*** SOURCE DATA ***
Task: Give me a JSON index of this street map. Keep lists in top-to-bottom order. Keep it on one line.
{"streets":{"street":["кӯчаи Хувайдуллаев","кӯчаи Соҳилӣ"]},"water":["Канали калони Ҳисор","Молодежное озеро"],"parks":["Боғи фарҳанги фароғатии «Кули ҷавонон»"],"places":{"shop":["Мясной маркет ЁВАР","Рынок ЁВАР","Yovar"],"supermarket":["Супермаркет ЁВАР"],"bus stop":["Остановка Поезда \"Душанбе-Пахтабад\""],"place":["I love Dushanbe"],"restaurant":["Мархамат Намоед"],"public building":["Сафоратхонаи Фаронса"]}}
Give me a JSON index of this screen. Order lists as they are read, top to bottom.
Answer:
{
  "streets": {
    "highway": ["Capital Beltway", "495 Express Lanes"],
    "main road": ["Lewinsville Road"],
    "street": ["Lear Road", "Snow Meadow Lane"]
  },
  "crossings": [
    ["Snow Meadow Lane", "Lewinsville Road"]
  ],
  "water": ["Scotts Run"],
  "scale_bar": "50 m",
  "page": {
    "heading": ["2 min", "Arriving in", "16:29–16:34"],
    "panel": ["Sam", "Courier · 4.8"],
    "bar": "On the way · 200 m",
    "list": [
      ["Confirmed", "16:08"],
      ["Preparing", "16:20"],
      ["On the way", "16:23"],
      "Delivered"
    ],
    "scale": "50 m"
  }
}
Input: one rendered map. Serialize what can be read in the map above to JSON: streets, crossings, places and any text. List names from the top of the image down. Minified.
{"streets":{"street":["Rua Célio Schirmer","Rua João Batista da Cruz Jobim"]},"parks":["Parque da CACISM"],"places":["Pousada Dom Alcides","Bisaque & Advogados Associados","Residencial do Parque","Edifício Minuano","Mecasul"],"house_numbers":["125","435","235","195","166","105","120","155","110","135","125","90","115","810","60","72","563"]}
***
WHAT YOU WILL DO:
Repeat the data above exactly.

ANSWER SECTION:
Task: Give me a JSON index of this street map. Keep lists in top-to-bottom order. Keep it on one line.
{"streets":{"street":["кӯчаи Хувайдуллаев","кӯчаи Соҳилӣ"]},"water":["Канали калони Ҳисор","Молодежное озеро"],"parks":["Боғи фарҳанги фароғатии «Кули ҷавонон»"],"places":{"shop":["Мясной маркет ЁВАР","Рынок ЁВАР","Yovar"],"supermarket":["Супермаркет ЁВАР"],"bus stop":["Остановка Поезда \"Душанбе-Пахтабад\""],"place":["I love Dushanbe"],"restaurant":["Мархамат Намоед"],"public building":["Сафоратхонаи Фаронса"]}}
Give me a JSON index of this screen. Order lists as they are read, top to bottom.
Answer:
{
  "streets": {
    "highway": ["Capital Beltway", "495 Express Lanes"],
    "main road": ["Lewinsville Road"],
    "street": ["Lear Road", "Snow Meadow Lane"]
  },
  "crossings": [
    ["Snow Meadow Lane", "Lewinsville Road"]
  ],
  "water": ["Scotts Run"],
  "scale_bar": "50 m",
  "page": {
    "heading": ["2 min", "Arriving in", "16:29–16:34"],
    "panel": ["Sam", "Courier · 4.8"],
    "bar": "On the way · 200 m",
    "list": [
      ["Confirmed", "16:08"],
      ["Preparing", "16:20"],
      ["On the way", "16:23"],
      "Delivered"
    ],
    "scale": "50 m"
  }
}
Input: one rendered map. Serialize what can be read in the map above to JSON: streets, crossings, places and any text. List names from the top of the image down. Minified.
{"streets":{"street":["Rua Célio Schirmer","Rua João Batista da Cruz Jobim"]},"parks":["Parque da CACISM"],"places":["Pousada Dom Alcides","Bisaque & Advogados Associados","Residencial do Parque","Edifício Minuano","Mecasul"],"house_numbers":["125","435","235","195","166","105","120","155","110","135","125","90","115","810","60","72","563"]}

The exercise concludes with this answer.